Der Arbeitnehmer, der virtuell die alte ideologisch besetzte Differenz von Arbeiter und Angestelltem beseitigt, wurde zur Leitgestalt einer auf Sozialpartnerschaft, Wohlfahrt und Massenkonsum aufbauenden Gesellschaft. Wir sind, so die lauthalse Ideologie der neuen deutschen „Leistungsgesellschaft“, allesamt Arbeitnehmer, lediglich durch Hierarchie- und Verantwortungsebenen voneinander getrennt. Kanzler Helmut Schmidt (SPD) pflegte sich als „leitender Angestellter“ des Staates zu bezeichnen. Die Entheroisierung des Arbeiters zum Arbeitnehmer bedeutete eine Entsubstanzialisierung des Arbeitsbegriffs zugunsten einer instrumentellen Zweck-Mittel-Haltung („Haste was, biste was!“) und die Schwächung der aus dem emphatischen Arbeitsbegriff folgenden sozialen Bindungen. Mit der Aufschwungperiode der Nachkriegsgesellschaft begann das Sterben der klassischen Arbeiterkultur.

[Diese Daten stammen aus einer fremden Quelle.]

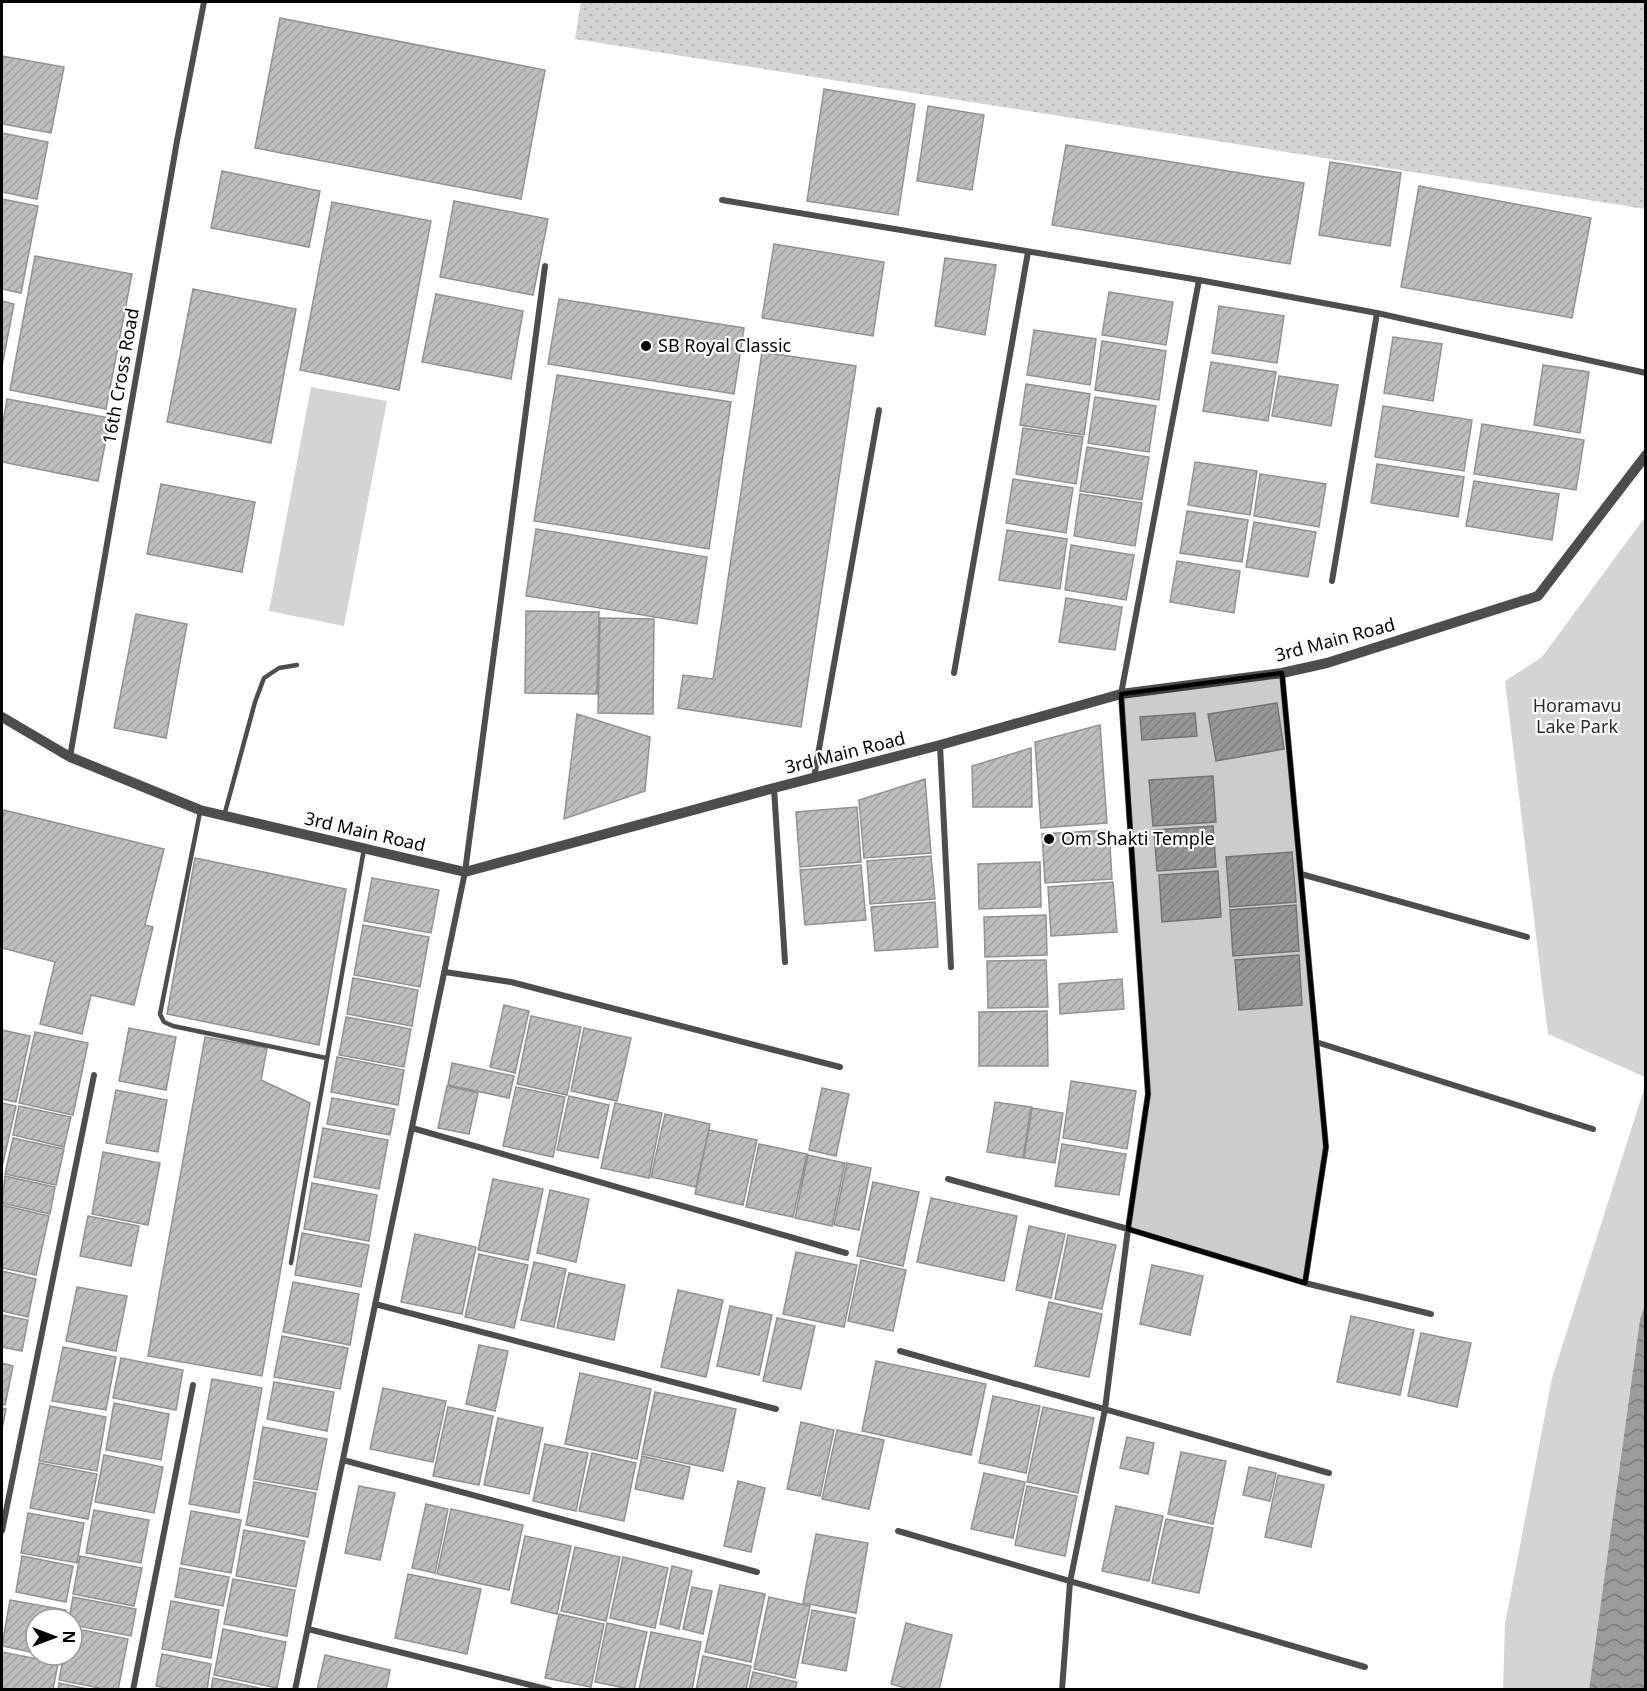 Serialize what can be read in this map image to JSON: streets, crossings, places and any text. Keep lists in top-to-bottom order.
{
  "streets": {
    "street": ["16th Cross Road", "3rd Main Road"]
  },
  "crossings": [
    ["16th Cross Road", "3rd Main Road"]
  ],
  "parks": ["Horamavu Lake Park"],
  "places": ["SB Royal Classic", "Om Shakti Temple"],
  "north": "right"
}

Heute können wir analog das Ende dieser „Arbeitnehmergesellschaft“ (M. Rainer Lepsius) konstatieren. Im Abschied von der Illusion steten wirtschaftlichen Wachstums und Vollbeschäftigung hat sich eine Gesellschaft herausgebildet, deren Schlüsselfigur der „Arbeitsbesitzer“ ist. Der Arbeitsbesitzer verfügt weder über das Sendungsbewusstsein und die starke Gemeinschaftsbindung des klassischen, politisch organisierten Arbeiters noch über das klassenübergreifende inklusionistische Selbstbewusstsein des Arbeitnehmers. Er hat im Gegenteil gelernt, sich selbst exklusionistisch zu begreifen. Die Tatsache, dass er Arbeit besitzt, ist ihm Kennzeichen einer profanen Erwähltheit, deren Logik er nicht genau versteht, die ihn aber diffus dankbar stimmt.

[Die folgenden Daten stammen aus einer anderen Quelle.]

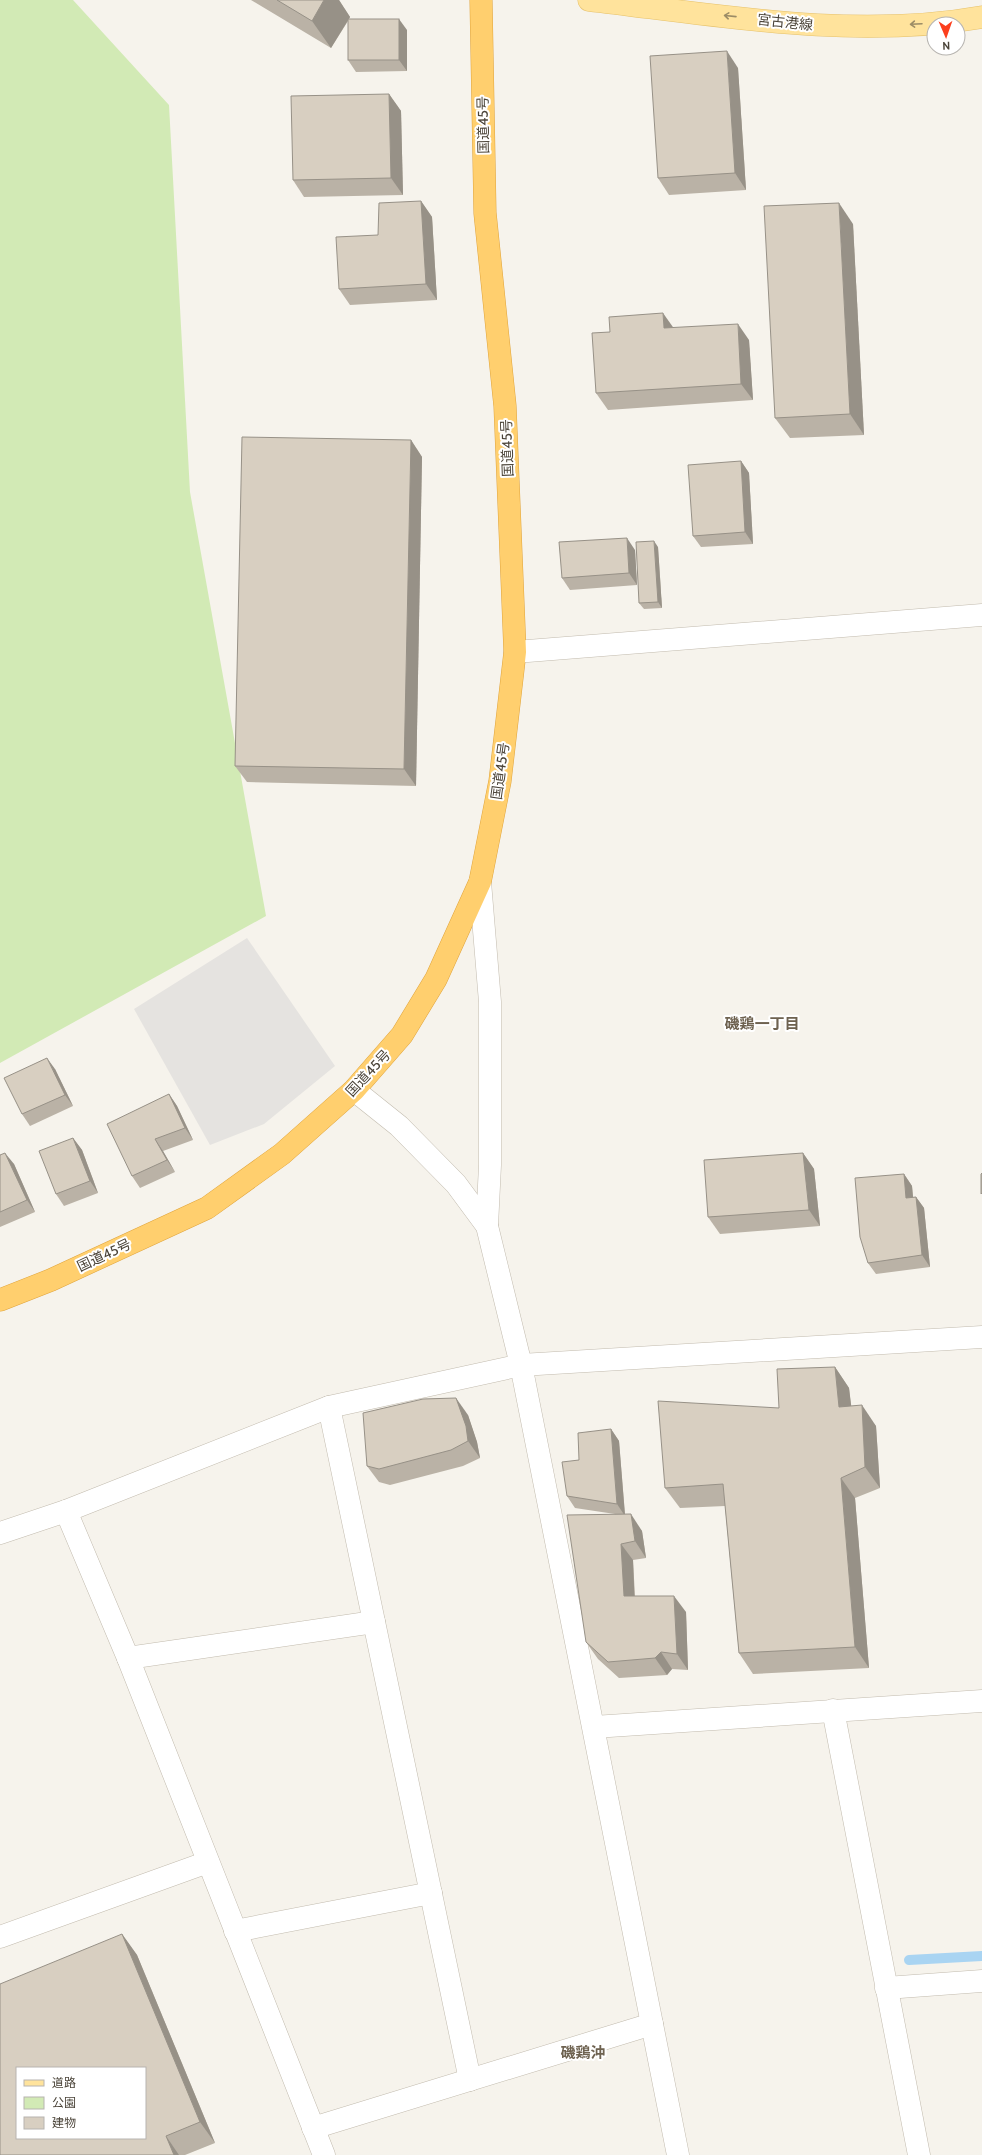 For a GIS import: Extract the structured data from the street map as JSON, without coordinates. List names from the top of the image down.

Arbeitsbesitz ist ein – aufatmend angenommenes – Schicksal, das sich nur noch sekundär mit eigenen Fähigkeiten und Fertigkeiten in Verbindung bringen lässt: Jeder Arbeitsbesitzer kennt einfach zu viele gleich oder besser Qualifizierte, die nicht der Segnung teilhaftig werden, die ihm widerfahren ist. Ihm ist unklar klar: Die eigene Erwähltheit schließt andere aus. Der Arbeitsbesitzer ist ebenso glücklicher wie ängstlicher Teil einer imaginären Gemeinschaft Gleichartiger. Seine Bindung an sie ist groß, denn er möchte um keinen Preis aus ihr herausfallen. Aber sie ist andererseits selber imaginär, denn es gibt keine normative, sondern nur eine serielle Gemeinschaftssubstanz: Arbeitsbesitzer sind und empfinden sich untereinander als virtuelle Konkurrenten. Sie wissen, dass in den eigenen Reihen genügend andere bereit stehen, ihnen den heilbringenden Besitz streitig zu machen, wenn sich die wunderbare Substanz Arbeit demnächst noch einmal verringert. Was sie bindet, ist letztlich eine Art negatives religiöses Gefühl: die Gnade, nicht ausgestoßen zu sein, einen Platz nicht ganz am Rand der Scholle gefunden zu haben.
Damit schließt sich, in der Umkehrung der alten christlichen Parole, der Kreis: Labora et ora, arbeite und bete! Bete darum, weiter arbeiten zu dürfen. Bete, nicht aus der Welt zu fallen. Beschwörungsarbeit, die wirklich ans Herz greift. Arbeit und Beten haben sich heute aufs Neue verschwistert: als letztverbliebene Mittel zur psychischen Abwehr all der erzwungenen Passivität, der Ängste und Erfahrungen von Hilflosigkeit, denen wir alltäglich ausgesetzt sind. Dies wahrzunehmen könnte helfen, den Blick für eine neue Bewertung von Arbeit zu öffnen.